Sauf qu’il y a des sujets sur lesquels je n’arrive pas à avoir un avis spontané, je suis partagée et j’ai besoin de me renseigner, de prendre du recul pour m’exprimer (ou pas d’ailleurs). Genre l’histoire de Megaupload où nombre de twittos ont hurlé au scandale, à la censure, à la fin de la liberté d’expression. Heu, la liberté d’expression, c’est se faire de la tune easy en proposant des films et séries que nous n’avons pas tournés ? Non, je demande hein. Si d’un côté, je comprends le côté préoccupant des lois SOPA et co qui menacent la créativité web et la libre expression, de l’autre, j’ai un peu de mal à pleurer pour un mec qui s’est fait des ronds sur le dos des créateurs de séries, réalisateurs et consommateurs. Et je suis assez agacée de voir la capacité des internautes à s’indigner quand leurs intérêts sont directement touchés (« je vais faire quoi sans megaupload moi ? ») plutôt que pour certaines causes un peu plus critiques à mon sens. Oui, megaupload, c’était bien pratique (bien que je ne m’en suis que peu servi, je reconnais) mais bon, un peu comme les torrents et co, je les utilise en sachant bien que le robinet risque d’être coupé un jour. Même si je continue d’acheter des biens culturels, même si ça m’a permis de découvrir des artistes dont j’ai acheté les CD, même si je n’aurais jamais dépensé un rond pour certains films téléchargés par curiosité. Et jamais regardés pour la plupart, en plus. Sauf que bon, chacun y va de sa petite histoire, la main sur le coeur mais comme j’ai dit, ils sont nombreux à s’indigner à l’heure de passer à la caisse.

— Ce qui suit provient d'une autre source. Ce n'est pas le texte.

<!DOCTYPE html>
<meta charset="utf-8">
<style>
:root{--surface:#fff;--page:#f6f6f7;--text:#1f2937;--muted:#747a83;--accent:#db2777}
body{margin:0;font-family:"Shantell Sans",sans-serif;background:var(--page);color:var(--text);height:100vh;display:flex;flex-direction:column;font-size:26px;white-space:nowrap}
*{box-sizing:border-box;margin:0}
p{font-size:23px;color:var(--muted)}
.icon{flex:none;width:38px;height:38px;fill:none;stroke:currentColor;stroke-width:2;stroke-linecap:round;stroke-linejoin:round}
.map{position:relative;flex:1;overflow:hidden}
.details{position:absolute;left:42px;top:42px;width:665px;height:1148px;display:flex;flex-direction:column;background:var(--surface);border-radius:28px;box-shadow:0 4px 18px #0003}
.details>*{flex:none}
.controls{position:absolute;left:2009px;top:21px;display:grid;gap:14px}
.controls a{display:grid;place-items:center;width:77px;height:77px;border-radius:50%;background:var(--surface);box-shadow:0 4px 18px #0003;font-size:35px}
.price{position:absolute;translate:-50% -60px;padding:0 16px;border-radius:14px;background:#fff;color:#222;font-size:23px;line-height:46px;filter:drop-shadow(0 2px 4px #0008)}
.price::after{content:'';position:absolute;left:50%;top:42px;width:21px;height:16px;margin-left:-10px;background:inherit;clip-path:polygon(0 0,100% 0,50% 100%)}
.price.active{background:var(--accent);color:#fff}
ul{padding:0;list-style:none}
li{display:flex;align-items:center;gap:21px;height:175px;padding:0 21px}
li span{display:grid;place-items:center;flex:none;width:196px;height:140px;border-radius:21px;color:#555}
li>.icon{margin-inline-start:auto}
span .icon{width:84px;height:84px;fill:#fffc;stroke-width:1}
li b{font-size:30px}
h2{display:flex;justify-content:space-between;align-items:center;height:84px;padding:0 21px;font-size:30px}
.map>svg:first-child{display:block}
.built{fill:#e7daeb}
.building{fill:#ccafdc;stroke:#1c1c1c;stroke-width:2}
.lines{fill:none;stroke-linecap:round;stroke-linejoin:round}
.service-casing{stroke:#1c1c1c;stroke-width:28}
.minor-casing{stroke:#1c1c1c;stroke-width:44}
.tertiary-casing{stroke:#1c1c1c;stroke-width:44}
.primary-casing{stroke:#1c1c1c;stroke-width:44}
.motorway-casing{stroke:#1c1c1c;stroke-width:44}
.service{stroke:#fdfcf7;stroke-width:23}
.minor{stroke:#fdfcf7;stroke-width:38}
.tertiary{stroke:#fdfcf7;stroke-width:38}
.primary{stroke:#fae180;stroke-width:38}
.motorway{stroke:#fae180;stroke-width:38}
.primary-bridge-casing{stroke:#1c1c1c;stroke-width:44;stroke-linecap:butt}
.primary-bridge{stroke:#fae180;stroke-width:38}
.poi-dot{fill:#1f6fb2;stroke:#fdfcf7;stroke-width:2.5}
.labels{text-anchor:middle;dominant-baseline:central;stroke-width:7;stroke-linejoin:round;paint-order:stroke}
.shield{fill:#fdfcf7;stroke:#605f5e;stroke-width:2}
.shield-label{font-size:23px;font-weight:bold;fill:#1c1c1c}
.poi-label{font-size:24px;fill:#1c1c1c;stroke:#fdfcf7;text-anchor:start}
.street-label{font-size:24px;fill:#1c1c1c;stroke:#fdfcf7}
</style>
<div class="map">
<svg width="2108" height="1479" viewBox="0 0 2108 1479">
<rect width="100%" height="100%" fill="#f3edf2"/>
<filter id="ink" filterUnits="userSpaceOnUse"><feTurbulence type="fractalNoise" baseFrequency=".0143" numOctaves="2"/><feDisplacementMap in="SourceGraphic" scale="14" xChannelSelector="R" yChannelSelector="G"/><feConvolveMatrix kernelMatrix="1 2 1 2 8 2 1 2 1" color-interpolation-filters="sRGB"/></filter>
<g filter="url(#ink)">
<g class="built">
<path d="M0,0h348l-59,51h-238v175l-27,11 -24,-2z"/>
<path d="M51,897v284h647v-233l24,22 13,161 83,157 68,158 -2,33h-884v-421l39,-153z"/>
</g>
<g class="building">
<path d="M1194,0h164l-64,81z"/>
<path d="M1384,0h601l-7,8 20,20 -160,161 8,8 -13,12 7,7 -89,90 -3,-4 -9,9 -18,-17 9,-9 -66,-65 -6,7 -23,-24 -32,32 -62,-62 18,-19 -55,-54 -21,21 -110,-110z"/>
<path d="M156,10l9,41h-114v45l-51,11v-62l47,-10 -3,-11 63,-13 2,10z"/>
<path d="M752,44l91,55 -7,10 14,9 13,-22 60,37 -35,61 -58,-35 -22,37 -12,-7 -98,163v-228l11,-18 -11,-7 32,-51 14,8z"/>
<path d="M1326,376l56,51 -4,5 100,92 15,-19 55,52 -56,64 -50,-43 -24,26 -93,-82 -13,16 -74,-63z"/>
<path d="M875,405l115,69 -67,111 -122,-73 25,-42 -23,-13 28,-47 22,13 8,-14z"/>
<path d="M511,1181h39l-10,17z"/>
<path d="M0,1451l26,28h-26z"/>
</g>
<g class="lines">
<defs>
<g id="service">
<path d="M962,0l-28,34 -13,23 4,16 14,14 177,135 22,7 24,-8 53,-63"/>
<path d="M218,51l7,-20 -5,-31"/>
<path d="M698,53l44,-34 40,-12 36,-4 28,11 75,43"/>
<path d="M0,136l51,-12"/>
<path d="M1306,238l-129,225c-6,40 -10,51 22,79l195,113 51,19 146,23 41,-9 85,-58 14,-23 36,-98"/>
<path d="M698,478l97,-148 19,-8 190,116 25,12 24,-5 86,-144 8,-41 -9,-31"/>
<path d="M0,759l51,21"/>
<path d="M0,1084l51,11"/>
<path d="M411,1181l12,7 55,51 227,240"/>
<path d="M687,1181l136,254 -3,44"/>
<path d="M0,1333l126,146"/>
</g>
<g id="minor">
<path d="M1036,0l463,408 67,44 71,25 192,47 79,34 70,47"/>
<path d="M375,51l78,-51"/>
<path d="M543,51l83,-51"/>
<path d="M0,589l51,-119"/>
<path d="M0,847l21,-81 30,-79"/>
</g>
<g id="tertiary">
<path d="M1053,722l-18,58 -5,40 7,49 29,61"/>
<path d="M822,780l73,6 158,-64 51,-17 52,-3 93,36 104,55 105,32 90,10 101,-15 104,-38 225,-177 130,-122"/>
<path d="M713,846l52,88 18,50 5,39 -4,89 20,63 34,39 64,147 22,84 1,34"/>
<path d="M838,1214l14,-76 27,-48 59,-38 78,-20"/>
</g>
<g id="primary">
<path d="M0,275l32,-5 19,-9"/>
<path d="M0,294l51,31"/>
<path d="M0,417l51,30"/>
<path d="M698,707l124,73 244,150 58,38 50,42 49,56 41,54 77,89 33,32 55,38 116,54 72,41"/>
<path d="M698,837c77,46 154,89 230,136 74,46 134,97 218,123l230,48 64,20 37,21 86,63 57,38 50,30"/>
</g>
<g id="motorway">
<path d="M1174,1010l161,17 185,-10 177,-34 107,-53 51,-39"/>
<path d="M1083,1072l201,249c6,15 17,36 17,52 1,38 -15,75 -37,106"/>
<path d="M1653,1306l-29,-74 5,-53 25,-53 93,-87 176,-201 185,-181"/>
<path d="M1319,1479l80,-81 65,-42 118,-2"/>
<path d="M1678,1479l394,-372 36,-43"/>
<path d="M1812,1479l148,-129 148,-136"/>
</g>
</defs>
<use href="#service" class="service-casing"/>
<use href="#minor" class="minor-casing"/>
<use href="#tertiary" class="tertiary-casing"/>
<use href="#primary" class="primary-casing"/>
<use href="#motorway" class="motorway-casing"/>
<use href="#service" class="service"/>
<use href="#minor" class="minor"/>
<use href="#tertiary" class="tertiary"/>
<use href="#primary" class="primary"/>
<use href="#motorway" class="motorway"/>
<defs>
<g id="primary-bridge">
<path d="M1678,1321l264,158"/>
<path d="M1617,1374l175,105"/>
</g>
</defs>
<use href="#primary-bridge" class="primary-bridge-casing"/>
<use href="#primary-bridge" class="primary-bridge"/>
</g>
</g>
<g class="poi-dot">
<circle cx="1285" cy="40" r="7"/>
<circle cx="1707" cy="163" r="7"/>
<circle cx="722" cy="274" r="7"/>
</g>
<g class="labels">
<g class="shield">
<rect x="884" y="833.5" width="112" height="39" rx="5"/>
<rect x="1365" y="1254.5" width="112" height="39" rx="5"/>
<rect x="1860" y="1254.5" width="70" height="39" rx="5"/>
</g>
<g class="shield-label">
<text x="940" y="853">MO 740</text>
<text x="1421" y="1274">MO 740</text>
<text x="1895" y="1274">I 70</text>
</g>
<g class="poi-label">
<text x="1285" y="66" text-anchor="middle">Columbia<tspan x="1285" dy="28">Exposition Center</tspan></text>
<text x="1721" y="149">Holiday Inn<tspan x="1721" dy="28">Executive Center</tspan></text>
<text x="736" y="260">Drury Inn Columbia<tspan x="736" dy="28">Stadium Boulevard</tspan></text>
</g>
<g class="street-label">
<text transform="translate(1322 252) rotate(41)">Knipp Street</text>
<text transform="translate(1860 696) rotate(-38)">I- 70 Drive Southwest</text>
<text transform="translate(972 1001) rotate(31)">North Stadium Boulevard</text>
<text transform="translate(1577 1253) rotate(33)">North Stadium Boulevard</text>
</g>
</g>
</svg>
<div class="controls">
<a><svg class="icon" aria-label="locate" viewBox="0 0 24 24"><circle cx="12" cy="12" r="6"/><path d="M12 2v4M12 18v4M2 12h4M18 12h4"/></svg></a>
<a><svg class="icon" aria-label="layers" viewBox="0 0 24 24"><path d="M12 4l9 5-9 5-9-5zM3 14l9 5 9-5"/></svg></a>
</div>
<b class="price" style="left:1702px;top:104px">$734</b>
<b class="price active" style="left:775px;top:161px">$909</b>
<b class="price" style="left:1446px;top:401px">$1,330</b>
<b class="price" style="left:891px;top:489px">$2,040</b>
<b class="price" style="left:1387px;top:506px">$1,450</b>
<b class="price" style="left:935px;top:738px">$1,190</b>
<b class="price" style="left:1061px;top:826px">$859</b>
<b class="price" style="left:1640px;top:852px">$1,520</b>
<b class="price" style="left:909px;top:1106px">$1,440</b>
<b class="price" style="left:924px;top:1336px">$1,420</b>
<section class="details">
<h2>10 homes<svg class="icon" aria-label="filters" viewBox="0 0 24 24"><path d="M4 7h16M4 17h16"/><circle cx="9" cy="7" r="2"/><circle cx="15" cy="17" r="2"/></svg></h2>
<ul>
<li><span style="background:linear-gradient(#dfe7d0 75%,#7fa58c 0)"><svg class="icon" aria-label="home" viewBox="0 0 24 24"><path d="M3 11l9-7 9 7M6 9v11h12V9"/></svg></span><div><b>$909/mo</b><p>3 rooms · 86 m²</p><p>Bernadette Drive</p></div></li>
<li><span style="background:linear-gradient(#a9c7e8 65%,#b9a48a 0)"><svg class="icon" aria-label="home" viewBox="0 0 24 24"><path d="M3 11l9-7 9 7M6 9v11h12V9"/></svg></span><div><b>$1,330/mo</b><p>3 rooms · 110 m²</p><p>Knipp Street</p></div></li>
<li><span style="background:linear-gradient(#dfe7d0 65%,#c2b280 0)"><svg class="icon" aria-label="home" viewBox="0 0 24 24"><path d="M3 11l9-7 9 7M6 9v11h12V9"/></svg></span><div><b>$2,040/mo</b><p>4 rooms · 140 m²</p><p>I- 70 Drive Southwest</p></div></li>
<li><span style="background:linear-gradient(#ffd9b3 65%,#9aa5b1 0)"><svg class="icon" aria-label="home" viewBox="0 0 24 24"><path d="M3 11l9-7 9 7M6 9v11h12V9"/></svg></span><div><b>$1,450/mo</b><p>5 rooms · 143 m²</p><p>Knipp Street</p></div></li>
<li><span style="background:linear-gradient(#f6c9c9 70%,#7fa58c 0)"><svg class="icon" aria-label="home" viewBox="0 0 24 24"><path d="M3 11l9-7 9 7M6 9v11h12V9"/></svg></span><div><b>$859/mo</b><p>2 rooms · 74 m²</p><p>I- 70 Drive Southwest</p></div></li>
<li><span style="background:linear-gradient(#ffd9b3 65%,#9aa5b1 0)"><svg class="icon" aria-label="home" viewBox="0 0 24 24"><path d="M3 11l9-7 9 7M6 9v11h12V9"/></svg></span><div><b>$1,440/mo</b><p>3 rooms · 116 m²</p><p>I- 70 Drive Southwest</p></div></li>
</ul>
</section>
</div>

Je crois que le web et surtout l’utilisation qu’on en fait (mise en scène perpétuelle d’un nous engagé, éclairé, pétri d’intelligence et de bonnes réflexions) nuit au débat par la rapidité de jugement et, donc, de condamnation. C’est noir ou blanc, c’est brut et c’est comme ça. Je crois qu’admettre qu’on n’a pas assez d’infos pour exprimer un avis est preuve de sagesse, ne pas parler comme tous les autres histoire de est preuve de maturité.

Je vais donc prendre le temps de lire des articles sur anonymous et je vous ferai part de mon avis. Si j’en ai un à l’arrivée. Non parce que moi, j’aime bien l’idée du groupuscule comme ça, d’une résistance mais y a des trucs qui me turlupinent un peu alors je n’arrive pas à prendre partie définitivement dans l’histoire. Et peut-être que j’en parlerai pas parce que je me serai pas décidé et que mon blog pourra se passer d’un article vide sans intérêt ni réflexion.